WHAT IS REQUIRED:
Nothing but the lines holding the string "Keep" should appear in the answer. Copy them from the entries.
◆ ◆ ◆ ◆ ◆ ◆ ◆
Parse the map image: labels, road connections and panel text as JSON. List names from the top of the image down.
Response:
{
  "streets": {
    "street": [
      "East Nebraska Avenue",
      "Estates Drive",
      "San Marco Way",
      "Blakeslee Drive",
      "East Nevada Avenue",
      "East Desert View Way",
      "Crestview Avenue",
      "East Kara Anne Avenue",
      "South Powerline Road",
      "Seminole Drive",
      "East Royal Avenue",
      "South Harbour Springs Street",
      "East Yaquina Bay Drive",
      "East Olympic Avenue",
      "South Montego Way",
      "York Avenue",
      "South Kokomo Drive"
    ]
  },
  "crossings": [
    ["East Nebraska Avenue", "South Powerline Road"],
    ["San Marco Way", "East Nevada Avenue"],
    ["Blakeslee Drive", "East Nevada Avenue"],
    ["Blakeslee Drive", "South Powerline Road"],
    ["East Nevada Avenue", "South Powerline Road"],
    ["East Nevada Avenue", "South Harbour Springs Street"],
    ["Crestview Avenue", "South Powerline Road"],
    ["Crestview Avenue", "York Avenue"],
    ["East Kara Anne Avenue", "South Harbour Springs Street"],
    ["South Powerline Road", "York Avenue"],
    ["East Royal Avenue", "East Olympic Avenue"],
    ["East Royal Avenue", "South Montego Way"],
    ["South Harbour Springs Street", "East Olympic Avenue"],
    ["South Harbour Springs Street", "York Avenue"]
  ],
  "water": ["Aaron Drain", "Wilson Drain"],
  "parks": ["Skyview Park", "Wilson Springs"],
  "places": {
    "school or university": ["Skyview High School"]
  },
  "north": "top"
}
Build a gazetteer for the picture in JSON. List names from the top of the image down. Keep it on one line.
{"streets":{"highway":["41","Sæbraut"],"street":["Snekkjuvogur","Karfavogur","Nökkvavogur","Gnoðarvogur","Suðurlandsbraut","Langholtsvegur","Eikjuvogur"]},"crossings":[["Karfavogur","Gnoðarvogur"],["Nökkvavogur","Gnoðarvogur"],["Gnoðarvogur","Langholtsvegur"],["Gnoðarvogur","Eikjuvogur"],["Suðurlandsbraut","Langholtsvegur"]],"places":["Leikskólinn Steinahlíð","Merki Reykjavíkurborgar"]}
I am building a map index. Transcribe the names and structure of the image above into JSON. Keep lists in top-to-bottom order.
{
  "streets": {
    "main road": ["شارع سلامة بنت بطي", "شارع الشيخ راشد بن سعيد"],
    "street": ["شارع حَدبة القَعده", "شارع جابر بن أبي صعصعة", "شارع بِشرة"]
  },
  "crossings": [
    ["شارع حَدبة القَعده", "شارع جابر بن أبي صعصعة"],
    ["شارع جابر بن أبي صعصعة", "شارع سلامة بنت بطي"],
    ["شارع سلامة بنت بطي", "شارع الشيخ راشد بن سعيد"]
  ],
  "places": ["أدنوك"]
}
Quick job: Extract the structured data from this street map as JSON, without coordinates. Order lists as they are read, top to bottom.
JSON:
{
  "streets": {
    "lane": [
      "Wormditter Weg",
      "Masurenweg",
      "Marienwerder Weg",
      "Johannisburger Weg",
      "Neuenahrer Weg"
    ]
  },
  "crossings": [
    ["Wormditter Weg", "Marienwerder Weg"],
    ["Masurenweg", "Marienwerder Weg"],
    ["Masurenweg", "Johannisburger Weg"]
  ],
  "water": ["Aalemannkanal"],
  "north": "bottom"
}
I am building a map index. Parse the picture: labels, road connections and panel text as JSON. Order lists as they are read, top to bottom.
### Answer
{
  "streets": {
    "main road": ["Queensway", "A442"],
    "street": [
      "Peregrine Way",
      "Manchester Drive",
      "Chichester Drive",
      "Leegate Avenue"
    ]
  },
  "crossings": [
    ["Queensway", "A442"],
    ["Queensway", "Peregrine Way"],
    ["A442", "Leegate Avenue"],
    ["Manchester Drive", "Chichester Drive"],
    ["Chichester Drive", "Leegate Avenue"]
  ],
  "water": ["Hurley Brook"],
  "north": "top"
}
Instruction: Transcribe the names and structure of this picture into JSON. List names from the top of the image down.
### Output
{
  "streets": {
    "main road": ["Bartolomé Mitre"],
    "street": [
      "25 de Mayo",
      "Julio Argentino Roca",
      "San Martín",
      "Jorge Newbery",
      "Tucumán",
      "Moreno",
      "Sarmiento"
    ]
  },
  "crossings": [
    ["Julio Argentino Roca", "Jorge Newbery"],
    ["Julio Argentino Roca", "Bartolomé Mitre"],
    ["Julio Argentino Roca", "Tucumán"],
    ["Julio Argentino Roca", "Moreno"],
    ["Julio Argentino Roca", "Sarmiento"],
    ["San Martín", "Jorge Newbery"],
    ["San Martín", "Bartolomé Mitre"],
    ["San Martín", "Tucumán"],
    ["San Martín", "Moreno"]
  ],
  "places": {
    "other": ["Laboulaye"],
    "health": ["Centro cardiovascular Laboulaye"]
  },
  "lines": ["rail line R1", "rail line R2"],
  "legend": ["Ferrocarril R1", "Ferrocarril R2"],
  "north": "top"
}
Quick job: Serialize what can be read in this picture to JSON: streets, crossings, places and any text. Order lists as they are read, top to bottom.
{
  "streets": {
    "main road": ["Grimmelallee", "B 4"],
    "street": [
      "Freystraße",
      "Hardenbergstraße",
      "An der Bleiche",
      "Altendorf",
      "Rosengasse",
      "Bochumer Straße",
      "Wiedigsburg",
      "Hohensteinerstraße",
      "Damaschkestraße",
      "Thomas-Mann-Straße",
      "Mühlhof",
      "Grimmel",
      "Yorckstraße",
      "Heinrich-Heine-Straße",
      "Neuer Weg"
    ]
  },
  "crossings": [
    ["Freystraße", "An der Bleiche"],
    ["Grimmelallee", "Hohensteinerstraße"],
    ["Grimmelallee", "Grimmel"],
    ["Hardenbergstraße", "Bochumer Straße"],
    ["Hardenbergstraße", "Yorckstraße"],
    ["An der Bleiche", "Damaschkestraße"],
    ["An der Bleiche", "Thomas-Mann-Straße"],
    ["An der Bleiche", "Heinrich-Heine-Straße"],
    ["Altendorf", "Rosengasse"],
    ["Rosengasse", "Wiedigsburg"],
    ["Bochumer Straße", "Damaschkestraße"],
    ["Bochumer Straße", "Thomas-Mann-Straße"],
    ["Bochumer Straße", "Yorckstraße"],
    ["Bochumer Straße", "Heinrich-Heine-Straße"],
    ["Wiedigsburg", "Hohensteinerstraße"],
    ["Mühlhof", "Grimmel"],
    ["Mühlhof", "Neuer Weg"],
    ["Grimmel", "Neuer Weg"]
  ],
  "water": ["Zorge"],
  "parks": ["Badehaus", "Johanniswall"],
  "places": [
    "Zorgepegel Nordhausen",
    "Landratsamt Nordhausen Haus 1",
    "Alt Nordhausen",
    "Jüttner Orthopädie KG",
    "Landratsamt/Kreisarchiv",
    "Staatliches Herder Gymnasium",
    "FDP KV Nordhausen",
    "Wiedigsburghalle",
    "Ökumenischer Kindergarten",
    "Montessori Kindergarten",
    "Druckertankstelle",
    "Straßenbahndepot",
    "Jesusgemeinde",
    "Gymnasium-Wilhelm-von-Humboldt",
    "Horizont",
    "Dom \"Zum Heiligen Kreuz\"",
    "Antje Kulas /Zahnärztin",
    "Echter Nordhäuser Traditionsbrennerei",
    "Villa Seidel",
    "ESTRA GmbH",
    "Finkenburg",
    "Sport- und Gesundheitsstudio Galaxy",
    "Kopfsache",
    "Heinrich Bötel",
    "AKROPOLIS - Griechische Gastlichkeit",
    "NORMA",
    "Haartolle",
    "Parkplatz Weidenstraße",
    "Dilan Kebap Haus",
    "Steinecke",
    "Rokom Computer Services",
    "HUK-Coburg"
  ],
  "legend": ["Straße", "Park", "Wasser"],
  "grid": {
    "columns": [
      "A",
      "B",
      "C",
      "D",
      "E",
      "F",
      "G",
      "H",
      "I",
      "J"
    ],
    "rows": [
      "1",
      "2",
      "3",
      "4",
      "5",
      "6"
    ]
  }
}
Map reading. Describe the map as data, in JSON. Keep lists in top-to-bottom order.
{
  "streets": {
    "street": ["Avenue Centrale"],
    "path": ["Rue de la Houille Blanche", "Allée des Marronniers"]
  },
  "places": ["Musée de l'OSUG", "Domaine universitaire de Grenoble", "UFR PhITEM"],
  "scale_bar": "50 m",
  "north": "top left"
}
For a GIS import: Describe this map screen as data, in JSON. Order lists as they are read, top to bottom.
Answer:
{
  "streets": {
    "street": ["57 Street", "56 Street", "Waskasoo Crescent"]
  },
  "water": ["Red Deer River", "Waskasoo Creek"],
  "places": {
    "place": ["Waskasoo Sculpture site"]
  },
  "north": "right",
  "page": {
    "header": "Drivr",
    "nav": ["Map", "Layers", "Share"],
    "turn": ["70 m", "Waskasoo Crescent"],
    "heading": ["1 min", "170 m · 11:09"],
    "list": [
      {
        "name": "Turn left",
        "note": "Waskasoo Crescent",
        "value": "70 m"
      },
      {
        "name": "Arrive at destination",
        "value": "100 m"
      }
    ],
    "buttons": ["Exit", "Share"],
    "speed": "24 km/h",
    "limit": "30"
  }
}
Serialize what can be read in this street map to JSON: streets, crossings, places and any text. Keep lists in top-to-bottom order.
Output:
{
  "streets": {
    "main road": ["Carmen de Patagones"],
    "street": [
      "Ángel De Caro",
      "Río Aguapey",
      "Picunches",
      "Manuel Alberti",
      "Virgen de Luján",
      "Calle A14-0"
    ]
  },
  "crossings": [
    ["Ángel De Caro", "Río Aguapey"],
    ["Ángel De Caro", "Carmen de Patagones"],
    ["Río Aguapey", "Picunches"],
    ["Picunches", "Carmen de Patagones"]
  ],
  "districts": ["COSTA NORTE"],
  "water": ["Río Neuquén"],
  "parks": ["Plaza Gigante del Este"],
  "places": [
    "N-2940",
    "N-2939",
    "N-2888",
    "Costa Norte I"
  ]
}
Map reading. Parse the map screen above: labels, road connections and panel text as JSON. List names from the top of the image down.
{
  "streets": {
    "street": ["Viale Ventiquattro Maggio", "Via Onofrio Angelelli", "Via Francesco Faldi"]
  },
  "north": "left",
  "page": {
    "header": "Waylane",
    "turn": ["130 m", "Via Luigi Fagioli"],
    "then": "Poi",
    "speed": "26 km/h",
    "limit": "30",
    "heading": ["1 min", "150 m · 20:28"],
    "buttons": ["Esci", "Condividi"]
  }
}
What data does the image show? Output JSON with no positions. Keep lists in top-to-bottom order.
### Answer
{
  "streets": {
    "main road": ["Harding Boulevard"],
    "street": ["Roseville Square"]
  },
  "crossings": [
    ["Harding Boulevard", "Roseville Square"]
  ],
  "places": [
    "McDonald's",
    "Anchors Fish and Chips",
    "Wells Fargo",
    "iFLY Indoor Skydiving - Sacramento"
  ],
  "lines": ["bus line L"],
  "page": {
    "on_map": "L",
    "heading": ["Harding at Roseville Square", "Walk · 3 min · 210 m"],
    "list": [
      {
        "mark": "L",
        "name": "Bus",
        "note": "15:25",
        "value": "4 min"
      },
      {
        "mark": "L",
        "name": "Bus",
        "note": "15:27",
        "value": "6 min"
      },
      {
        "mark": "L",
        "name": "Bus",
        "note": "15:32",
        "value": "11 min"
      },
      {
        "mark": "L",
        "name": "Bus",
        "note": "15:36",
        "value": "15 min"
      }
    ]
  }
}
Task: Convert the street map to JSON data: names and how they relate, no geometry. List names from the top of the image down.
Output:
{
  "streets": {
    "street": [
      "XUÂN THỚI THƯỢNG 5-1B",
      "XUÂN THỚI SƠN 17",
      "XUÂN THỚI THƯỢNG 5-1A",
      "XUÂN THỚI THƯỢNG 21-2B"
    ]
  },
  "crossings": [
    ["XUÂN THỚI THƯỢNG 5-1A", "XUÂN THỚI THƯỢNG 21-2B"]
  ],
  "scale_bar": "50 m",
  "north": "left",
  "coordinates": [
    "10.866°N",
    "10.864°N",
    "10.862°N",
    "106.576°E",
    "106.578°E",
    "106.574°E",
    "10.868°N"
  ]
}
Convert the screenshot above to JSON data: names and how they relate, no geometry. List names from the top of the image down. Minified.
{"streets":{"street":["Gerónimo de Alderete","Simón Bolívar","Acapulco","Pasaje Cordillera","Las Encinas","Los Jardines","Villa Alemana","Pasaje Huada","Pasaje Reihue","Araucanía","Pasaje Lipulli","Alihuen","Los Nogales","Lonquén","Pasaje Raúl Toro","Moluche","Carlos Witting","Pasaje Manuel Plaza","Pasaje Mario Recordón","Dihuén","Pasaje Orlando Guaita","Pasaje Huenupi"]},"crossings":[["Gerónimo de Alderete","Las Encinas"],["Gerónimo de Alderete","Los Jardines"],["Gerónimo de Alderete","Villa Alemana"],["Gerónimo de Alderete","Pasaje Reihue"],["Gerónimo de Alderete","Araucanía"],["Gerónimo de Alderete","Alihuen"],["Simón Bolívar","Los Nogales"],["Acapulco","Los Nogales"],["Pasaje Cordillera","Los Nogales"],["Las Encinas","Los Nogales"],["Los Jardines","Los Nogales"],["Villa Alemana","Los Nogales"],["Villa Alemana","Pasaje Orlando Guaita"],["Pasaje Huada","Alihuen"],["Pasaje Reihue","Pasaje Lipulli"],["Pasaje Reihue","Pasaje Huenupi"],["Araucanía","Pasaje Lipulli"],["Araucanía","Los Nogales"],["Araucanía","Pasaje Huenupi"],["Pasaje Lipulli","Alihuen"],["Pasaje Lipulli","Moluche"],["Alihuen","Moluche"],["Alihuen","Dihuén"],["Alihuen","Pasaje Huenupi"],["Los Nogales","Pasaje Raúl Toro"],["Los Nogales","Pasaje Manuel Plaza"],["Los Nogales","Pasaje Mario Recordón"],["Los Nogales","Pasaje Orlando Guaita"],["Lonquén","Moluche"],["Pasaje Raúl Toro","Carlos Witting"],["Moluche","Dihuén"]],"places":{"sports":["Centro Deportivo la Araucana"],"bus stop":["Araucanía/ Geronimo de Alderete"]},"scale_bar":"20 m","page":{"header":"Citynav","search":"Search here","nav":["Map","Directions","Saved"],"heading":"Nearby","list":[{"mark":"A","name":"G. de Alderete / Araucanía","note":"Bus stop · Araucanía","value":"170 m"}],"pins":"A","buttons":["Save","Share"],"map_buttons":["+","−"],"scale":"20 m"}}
◆ ◆ ◆ ◆ ◆ ◆ ◆
EXERCISE RESPONSE:
Build a gazetteer for the picture in JSON. List names from the top of the image down. Keep it on one line.
I am building a map index. Transcribe the names and structure of the image above into JSON. Keep lists in top-to-bottom order.
Map reading. Describe the map as data, in JSON. Keep lists in top-to-bottom order.
Serialize what can be read in this street map to JSON: streets, crossings, places and any text. Keep lists in top-to-bottom order.
What data does the image show? Output JSON with no positions. Keep lists in top-to-bottom order.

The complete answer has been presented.